Of Life's Tricky Buffet

Imagine waiting in line to a scrumputuous buffet table, catering the most wondrous meals in the world. It’s such an unusual buffet for you are to be given one hour to to choose a dish among all others; one meal from the table which will be the only one you could have for the rest of the evening. Of course, you’ll set out to pick the best of the lot but there’s a catch: You can only put one meal at a time on your plate, and not all meals will be available at all times; within an hour, some dishes might fade away in only a few minutes, or some in just a few seconds, staying to exist only when you choose it. Another catch: Once you tasted a meal and decide to choose another, you can never get that same dish again. Given this situation, how would you choose?

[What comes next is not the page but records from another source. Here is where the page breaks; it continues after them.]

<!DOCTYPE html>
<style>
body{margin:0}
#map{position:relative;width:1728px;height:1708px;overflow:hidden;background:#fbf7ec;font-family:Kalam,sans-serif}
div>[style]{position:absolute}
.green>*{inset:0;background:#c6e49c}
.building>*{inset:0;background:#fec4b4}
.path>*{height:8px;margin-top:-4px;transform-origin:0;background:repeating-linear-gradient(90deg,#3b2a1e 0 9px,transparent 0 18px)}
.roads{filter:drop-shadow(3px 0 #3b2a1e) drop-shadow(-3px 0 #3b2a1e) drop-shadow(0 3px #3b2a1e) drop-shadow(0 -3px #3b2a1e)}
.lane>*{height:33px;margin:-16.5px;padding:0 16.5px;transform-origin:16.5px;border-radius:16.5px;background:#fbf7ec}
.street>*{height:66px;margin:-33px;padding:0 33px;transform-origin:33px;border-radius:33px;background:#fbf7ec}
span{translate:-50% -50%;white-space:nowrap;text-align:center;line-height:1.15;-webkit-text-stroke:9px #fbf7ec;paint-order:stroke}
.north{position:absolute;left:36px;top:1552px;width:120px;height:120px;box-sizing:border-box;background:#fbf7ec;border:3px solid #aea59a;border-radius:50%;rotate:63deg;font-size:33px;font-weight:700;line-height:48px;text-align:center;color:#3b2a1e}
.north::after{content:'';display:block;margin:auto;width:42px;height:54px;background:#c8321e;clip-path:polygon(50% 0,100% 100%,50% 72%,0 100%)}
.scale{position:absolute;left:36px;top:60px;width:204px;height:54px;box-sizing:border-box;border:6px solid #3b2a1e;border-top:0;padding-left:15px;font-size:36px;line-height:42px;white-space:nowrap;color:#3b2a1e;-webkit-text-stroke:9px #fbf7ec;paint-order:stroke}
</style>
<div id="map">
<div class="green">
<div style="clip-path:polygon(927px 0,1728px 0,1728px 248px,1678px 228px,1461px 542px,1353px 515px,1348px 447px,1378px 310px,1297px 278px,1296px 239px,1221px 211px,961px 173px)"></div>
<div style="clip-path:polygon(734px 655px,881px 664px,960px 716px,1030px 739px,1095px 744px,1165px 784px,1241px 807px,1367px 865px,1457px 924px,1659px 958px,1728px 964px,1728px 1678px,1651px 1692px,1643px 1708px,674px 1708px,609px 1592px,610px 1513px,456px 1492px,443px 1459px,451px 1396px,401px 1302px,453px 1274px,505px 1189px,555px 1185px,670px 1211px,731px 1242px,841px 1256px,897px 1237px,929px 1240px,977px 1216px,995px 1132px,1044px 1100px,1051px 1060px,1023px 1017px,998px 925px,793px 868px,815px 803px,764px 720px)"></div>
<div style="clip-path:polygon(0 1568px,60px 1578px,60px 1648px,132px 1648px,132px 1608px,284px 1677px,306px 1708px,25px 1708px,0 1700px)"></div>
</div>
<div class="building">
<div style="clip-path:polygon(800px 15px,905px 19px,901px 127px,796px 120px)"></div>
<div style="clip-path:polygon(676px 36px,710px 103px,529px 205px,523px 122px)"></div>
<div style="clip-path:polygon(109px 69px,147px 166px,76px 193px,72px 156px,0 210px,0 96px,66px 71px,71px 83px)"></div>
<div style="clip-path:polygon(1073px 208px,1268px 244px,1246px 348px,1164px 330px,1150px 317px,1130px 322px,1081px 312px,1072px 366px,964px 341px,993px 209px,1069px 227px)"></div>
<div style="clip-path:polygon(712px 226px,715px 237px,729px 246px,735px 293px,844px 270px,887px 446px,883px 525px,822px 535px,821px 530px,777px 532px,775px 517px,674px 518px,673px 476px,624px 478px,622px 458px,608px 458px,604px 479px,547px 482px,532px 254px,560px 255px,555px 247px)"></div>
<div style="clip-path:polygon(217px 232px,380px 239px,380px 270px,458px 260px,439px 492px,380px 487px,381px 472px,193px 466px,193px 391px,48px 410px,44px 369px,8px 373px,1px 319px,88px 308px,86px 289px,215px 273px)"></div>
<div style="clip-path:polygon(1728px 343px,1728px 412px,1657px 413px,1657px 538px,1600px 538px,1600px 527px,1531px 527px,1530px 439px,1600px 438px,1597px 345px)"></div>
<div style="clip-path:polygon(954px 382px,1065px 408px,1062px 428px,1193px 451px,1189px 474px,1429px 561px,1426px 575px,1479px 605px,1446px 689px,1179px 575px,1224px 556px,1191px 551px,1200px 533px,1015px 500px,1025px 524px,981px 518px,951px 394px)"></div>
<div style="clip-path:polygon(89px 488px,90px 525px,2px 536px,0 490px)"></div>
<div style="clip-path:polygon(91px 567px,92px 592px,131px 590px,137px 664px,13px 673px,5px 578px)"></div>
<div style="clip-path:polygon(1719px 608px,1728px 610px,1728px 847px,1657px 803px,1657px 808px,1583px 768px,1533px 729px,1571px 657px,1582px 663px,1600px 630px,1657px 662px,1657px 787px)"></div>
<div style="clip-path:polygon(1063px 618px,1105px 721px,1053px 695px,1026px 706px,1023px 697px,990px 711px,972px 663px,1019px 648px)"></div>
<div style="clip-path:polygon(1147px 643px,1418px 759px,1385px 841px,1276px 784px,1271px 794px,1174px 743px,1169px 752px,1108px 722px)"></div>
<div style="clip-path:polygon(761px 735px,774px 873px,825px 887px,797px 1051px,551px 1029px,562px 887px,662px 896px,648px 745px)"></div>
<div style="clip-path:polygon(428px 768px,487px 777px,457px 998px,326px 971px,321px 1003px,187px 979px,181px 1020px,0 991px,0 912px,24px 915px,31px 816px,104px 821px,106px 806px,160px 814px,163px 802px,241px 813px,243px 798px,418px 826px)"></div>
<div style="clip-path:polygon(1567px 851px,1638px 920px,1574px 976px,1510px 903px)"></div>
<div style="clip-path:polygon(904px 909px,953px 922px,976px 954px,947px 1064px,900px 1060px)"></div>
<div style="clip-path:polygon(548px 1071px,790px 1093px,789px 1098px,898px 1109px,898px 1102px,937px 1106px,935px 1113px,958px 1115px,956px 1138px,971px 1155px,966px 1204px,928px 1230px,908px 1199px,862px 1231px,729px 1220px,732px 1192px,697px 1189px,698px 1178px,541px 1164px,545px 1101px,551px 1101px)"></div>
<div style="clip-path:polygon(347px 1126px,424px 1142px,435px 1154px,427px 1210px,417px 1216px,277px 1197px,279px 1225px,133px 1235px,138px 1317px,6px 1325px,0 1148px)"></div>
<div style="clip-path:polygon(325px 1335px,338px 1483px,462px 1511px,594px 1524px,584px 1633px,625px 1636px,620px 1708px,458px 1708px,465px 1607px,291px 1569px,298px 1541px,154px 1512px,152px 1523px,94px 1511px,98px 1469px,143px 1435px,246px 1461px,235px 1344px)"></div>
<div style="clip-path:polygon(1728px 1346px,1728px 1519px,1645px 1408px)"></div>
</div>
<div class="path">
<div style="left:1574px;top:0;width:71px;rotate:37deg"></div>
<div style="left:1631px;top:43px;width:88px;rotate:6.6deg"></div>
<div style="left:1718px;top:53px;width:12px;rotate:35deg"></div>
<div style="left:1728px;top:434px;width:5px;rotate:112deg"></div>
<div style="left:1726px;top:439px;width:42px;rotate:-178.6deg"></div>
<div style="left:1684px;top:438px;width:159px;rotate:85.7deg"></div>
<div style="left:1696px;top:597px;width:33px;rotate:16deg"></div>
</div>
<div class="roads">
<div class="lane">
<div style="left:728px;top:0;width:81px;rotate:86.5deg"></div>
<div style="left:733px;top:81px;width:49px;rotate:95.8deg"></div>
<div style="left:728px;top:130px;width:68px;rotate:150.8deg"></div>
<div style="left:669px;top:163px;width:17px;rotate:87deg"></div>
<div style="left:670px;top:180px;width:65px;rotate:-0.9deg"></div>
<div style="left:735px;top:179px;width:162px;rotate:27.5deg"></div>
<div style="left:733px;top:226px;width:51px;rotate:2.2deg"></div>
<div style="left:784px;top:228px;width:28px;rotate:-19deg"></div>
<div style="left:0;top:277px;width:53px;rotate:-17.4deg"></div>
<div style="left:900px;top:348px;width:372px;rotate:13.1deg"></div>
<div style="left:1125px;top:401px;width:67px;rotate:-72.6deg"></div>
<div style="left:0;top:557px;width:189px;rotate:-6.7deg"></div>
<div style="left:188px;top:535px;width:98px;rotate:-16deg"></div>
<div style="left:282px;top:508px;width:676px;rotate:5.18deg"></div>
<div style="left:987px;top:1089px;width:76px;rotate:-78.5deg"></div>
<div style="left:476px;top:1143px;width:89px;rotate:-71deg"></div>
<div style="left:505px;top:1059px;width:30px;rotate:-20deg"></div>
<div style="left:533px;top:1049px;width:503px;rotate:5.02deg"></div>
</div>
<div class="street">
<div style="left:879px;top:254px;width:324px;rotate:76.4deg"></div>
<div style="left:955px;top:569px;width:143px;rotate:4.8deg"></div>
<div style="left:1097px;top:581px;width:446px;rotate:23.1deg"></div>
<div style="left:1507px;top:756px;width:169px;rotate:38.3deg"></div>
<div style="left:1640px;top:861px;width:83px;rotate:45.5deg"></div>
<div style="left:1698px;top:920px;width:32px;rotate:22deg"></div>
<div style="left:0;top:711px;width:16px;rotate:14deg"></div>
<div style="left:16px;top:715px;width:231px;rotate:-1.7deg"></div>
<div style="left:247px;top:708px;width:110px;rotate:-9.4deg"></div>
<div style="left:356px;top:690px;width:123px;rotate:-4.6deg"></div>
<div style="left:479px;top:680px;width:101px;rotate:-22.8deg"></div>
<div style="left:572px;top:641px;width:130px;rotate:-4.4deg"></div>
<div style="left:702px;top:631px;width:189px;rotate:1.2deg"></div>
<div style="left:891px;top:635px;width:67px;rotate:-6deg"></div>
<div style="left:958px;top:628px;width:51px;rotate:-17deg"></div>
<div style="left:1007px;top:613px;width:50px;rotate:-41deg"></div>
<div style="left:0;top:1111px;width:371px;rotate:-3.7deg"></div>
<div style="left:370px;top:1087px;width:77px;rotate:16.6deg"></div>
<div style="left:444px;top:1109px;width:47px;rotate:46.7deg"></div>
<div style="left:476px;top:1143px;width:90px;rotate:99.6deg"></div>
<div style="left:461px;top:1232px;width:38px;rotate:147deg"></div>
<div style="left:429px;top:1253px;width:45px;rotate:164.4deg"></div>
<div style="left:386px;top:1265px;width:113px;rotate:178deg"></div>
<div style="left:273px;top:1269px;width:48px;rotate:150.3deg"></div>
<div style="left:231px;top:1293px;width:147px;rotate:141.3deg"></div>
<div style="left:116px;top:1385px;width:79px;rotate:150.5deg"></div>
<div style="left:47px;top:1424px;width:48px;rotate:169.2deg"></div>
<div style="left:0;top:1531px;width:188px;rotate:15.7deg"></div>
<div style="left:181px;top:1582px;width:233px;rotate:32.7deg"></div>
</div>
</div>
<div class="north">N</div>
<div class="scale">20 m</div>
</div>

This is actually a problem decision theorists call as one of sequential search and optimal stopping, high-falutin’ ways to describe how we go about trying to find the best things for us, with ‘best’ understood as the that one choice that would make us happy or content over the longest period of time. This problem is obviously very prominent in real-life: choosing a career or finding your one true love are very glaring examples, for in choosing any of those, we are actually trying to decide how the rest of our lives would go. This is actually very difficult because choices in real-life are not necessarily laid out for us in one neat row of choices, ready to be picked. We have to contend with our own states of mind and with time itself, balancing the two factors with the usual requisites of optimal decision-making when finally making our choice.
The choices that we had when we were young will not be the same 25 years after because our own personal experiences will have changed us. Some choices which were at the fore when we were kids might have been placed on the back burner, or for some, completely eliminated. How many of us have actually pushed through with our dreams to be an adventurer, a magician, or a rock star? Also, have we experienced adding more options and stocking up on choices — let’s say scouting out all the tourist spots in one vacation site — only to find out that you’ll get only 20 minutes worth on the actual pick because we spent too much time increasing our options?
The puzzle actually is in determining when to keep searching, and when to stop. It should have been easy if each succeeding option is better than the previous one — because that means the more we spend time searching the higher the probability will get the “best one” in the end — but real life plays dice more often than not. We will never be too sure when we’re actually letting go of something special. How would we really know?
The only thing that I could think of right now is to try to commit and to choose more. We’d have to give it a try first before we can fully be sure what that choice is all about. If we are juggling so many options at one time, then that means lesser time being spent on each one, lowering the chance of getting to know about each choice better. Needless to say, we can’t place equal weight on each choice, and give equal chances to all. To be able to enjoy an experience further, we have to limit our experience to that choice, even only for a time.
The thing is, whether it’s about career or about love, how can we know if it will work if we don’t give it our all?